╭─ Data to use

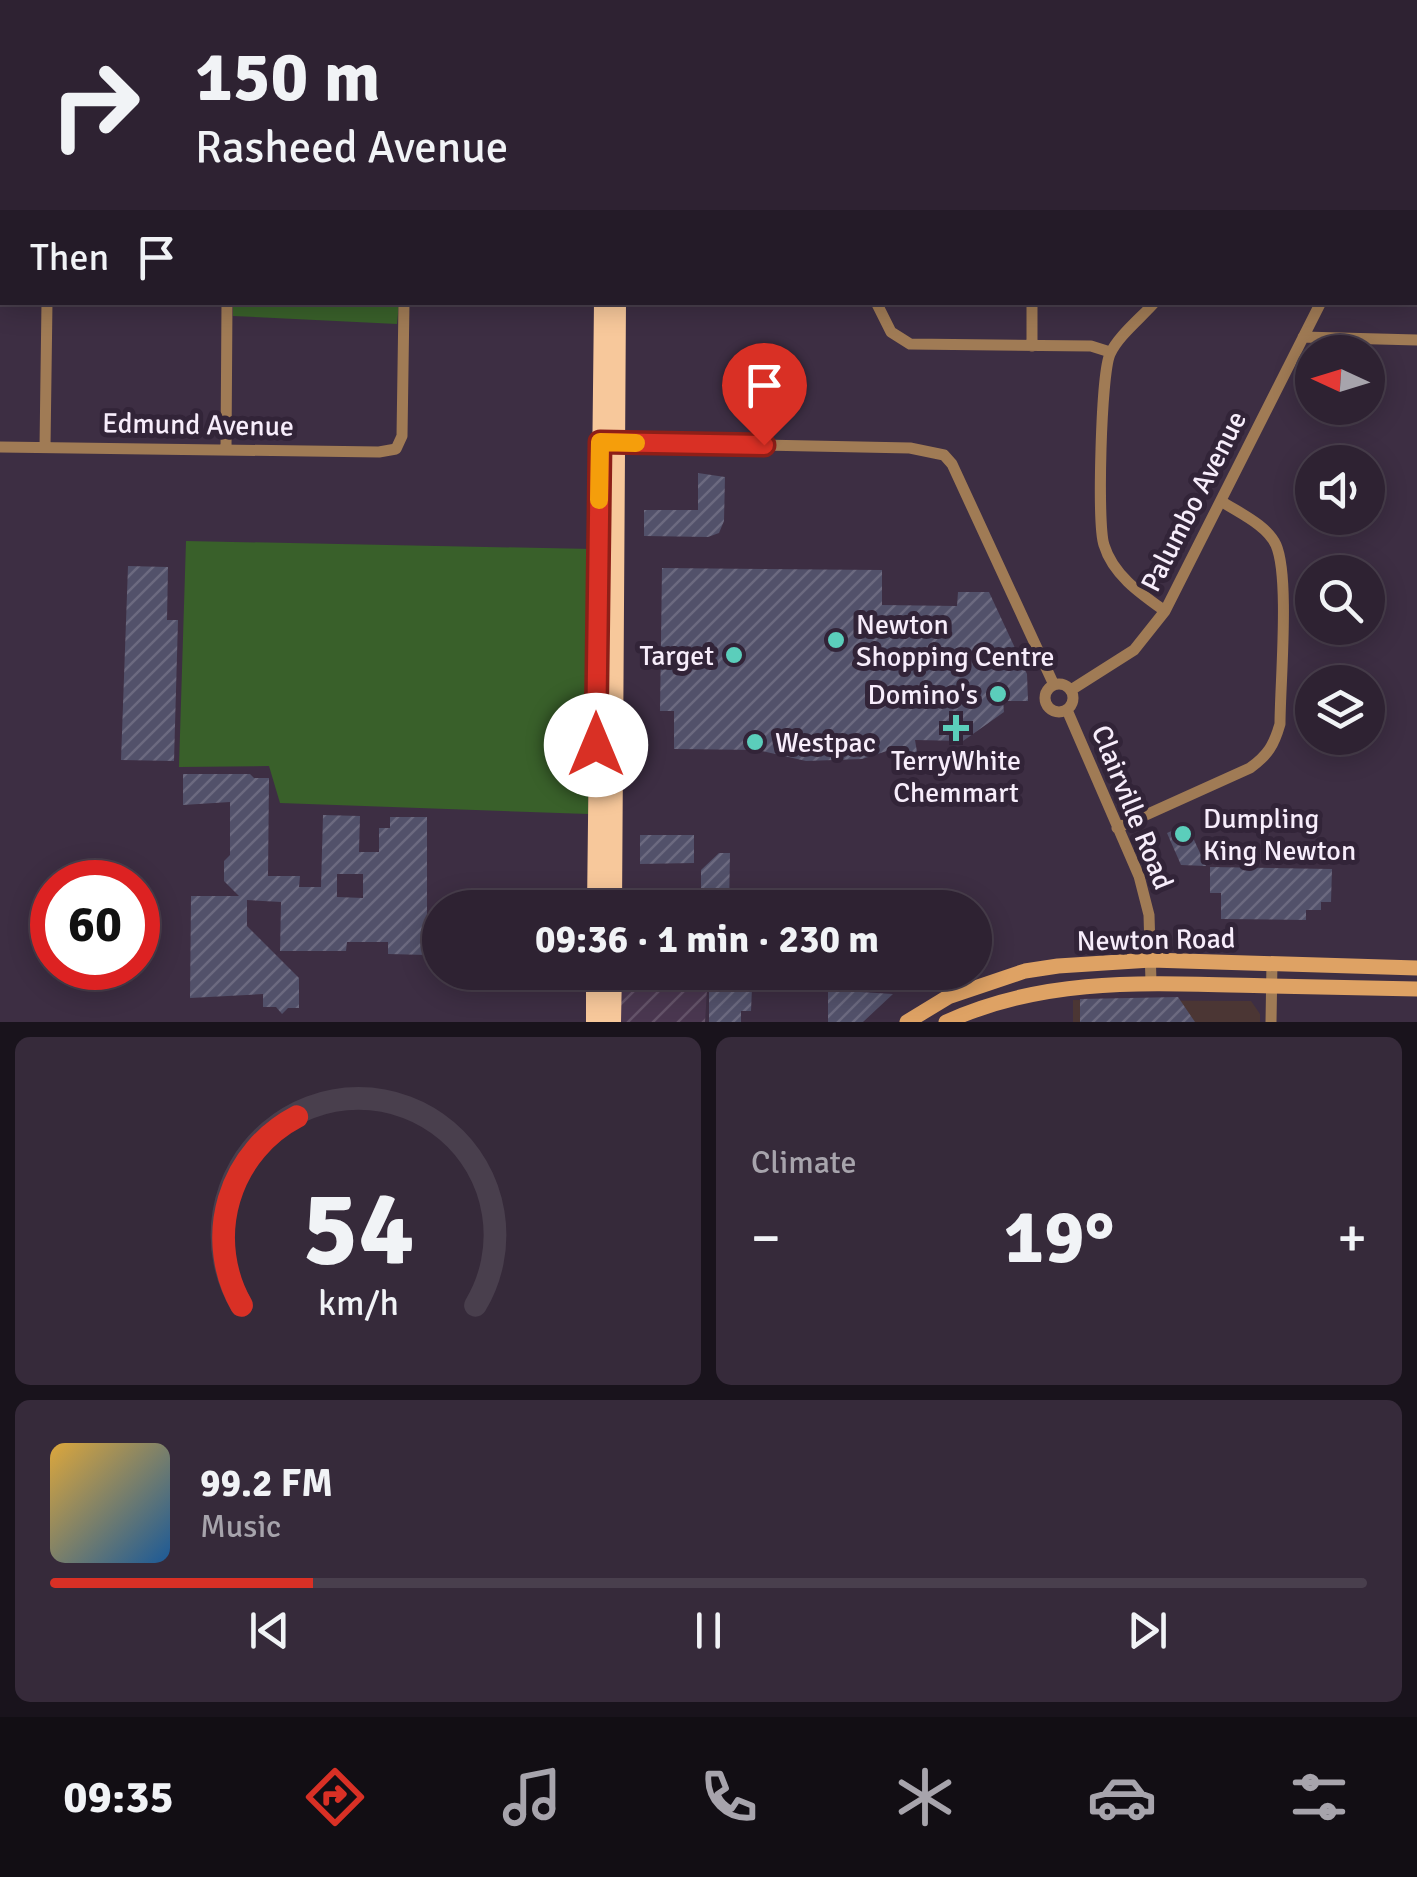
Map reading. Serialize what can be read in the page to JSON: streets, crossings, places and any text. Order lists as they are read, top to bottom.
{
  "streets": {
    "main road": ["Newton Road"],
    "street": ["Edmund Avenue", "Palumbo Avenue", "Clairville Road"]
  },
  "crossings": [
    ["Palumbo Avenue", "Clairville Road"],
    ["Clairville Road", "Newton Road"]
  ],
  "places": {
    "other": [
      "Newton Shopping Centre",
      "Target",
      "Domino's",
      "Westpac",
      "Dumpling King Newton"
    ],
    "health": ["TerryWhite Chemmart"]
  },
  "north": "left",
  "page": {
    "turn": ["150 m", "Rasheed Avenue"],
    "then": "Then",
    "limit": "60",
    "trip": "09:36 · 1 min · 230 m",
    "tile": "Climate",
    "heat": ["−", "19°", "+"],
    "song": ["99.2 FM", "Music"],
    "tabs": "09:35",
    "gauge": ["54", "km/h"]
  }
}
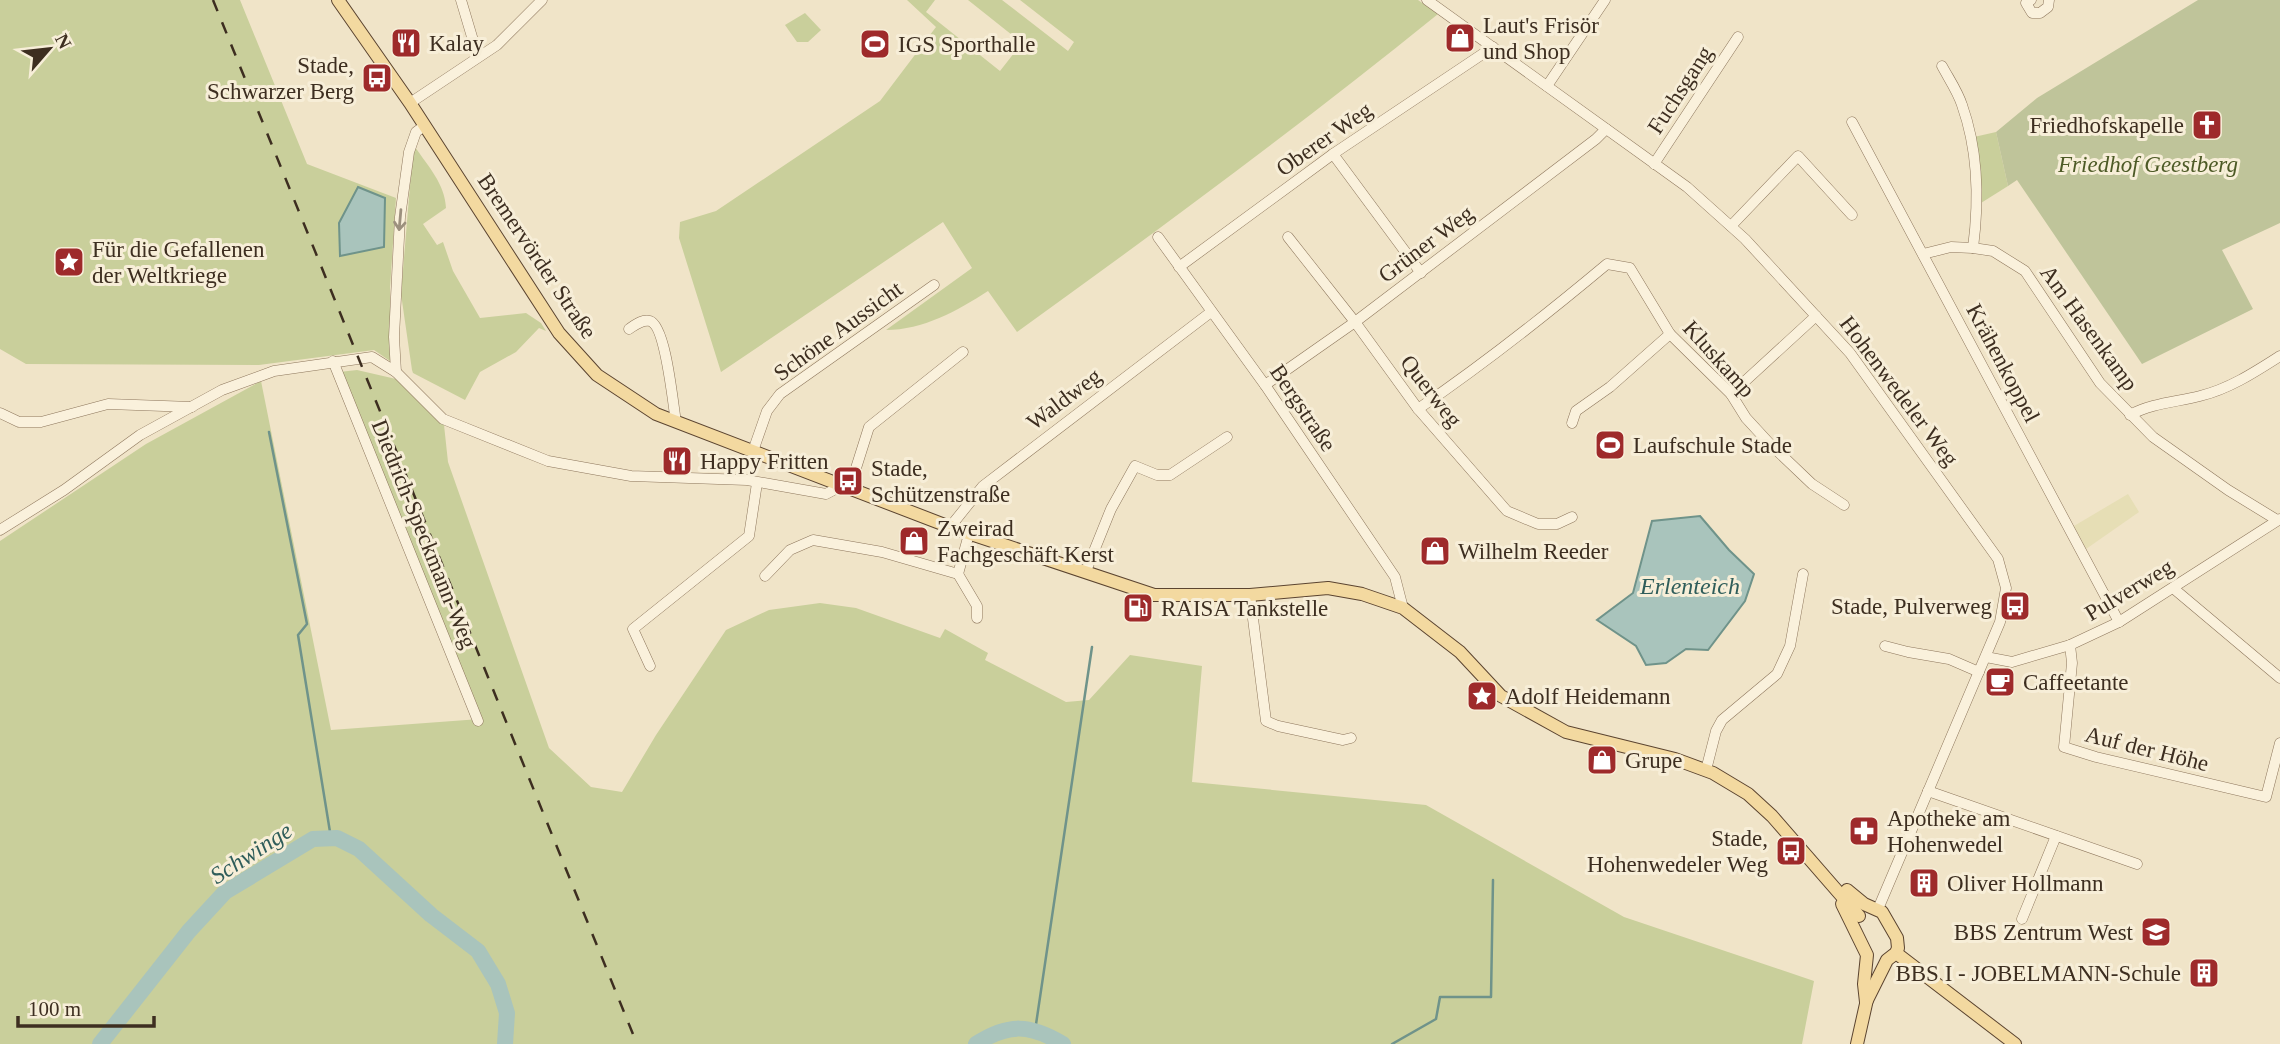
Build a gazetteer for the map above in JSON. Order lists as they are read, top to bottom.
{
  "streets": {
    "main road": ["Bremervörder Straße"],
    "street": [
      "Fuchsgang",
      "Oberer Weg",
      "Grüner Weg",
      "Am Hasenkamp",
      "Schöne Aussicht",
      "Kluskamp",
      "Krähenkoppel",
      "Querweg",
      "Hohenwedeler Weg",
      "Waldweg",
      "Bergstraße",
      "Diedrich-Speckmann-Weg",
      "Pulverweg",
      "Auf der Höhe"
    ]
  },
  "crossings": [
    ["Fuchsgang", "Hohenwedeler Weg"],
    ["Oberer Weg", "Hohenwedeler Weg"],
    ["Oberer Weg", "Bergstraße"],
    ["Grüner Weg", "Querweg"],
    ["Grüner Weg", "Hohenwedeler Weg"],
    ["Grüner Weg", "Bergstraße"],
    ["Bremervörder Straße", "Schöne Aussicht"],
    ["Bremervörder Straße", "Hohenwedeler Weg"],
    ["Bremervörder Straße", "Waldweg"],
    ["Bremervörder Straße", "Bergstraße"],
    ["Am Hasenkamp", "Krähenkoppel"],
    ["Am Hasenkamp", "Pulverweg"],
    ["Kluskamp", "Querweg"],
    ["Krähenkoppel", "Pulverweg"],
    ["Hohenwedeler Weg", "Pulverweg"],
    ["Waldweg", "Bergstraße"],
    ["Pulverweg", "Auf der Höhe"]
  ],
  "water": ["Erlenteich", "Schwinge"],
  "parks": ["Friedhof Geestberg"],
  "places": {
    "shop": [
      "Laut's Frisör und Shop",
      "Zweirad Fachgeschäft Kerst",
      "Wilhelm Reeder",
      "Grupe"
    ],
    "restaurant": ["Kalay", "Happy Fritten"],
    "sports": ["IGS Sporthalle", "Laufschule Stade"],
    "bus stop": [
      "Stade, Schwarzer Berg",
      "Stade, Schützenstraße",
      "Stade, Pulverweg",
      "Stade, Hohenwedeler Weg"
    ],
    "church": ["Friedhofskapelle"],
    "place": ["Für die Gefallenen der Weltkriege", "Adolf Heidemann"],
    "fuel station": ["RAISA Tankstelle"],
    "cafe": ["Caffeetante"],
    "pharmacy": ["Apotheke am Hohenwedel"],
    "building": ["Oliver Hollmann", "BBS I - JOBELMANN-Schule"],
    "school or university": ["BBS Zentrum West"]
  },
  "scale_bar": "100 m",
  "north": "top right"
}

╰─

- [Exercise aim]: Repeat every entry above exactly; images stay out of the copy.

- [Final answer]:
Map reading. Serialize what can be read in the page to JSON: streets, crossings, places and any text. Order lists as they are read, top to bottom.
{
  "streets": {
    "main road": ["Newton Road"],
    "street": ["Edmund Avenue", "Palumbo Avenue", "Clairville Road"]
  },
  "crossings": [
    ["Palumbo Avenue", "Clairville Road"],
    ["Clairville Road", "Newton Road"]
  ],
  "places": {
    "other": [
      "Newton Shopping Centre",
      "Target",
      "Domino's",
      "Westpac",
      "Dumpling King Newton"
    ],
    "health": ["TerryWhite Chemmart"]
  },
  "north": "left",
  "page": {
    "turn": ["150 m", "Rasheed Avenue"],
    "then": "Then",
    "limit": "60",
    "trip": "09:36 · 1 min · 230 m",
    "tile": "Climate",
    "heat": ["−", "19°", "+"],
    "song": ["99.2 FM", "Music"],
    "tabs": "09:35",
    "gauge": ["54", "km/h"]
  }
}
Build a gazetteer for the map above in JSON. Order lists as they are read, top to bottom.
{
  "streets": {
    "main road": ["Bremervörder Straße"],
    "street": [
      "Fuchsgang",
      "Oberer Weg",
      "Grüner Weg",
      "Am Hasenkamp",
      "Schöne Aussicht",
      "Kluskamp",
      "Krähenkoppel",
      "Querweg",
      "Hohenwedeler Weg",
      "Waldweg",
      "Bergstraße",
      "Diedrich-Speckmann-Weg",
      "Pulverweg",
      "Auf der Höhe"
    ]
  },
  "crossings": [
    ["Fuchsgang", "Hohenwedeler Weg"],
    ["Oberer Weg", "Hohenwedeler Weg"],
    ["Oberer Weg", "Bergstraße"],
    ["Grüner Weg", "Querweg"],
    ["Grüner Weg", "Hohenwedeler Weg"],
    ["Grüner Weg", "Bergstraße"],
    ["Bremervörder Straße", "Schöne Aussicht"],
    ["Bremervörder Straße", "Hohenwedeler Weg"],
    ["Bremervörder Straße", "Waldweg"],
    ["Bremervörder Straße", "Bergstraße"],
    ["Am Hasenkamp", "Krähenkoppel"],
    ["Am Hasenkamp", "Pulverweg"],
    ["Kluskamp", "Querweg"],
    ["Krähenkoppel", "Pulverweg"],
    ["Hohenwedeler Weg", "Pulverweg"],
    ["Waldweg", "Bergstraße"],
    ["Pulverweg", "Auf der Höhe"]
  ],
  "water": ["Erlenteich", "Schwinge"],
  "parks": ["Friedhof Geestberg"],
  "places": {
    "shop": [
      "Laut's Frisör und Shop",
      "Zweirad Fachgeschäft Kerst",
      "Wilhelm Reeder",
      "Grupe"
    ],
    "restaurant": ["Kalay", "Happy Fritten"],
    "sports": ["IGS Sporthalle", "Laufschule Stade"],
    "bus stop": [
      "Stade, Schwarzer Berg",
      "Stade, Schützenstraße",
      "Stade, Pulverweg",
      "Stade, Hohenwedeler Weg"
    ],
    "church": ["Friedhofskapelle"],
    "place": ["Für die Gefallenen der Weltkriege", "Adolf Heidemann"],
    "fuel station": ["RAISA Tankstelle"],
    "cafe": ["Caffeetante"],
    "pharmacy": ["Apotheke am Hohenwedel"],
    "building": ["Oliver Hollmann", "BBS I - JOBELMANN-Schule"],
    "school or university": ["BBS Zentrum West"]
  },
  "scale_bar": "100 m",
  "north": "top right"
}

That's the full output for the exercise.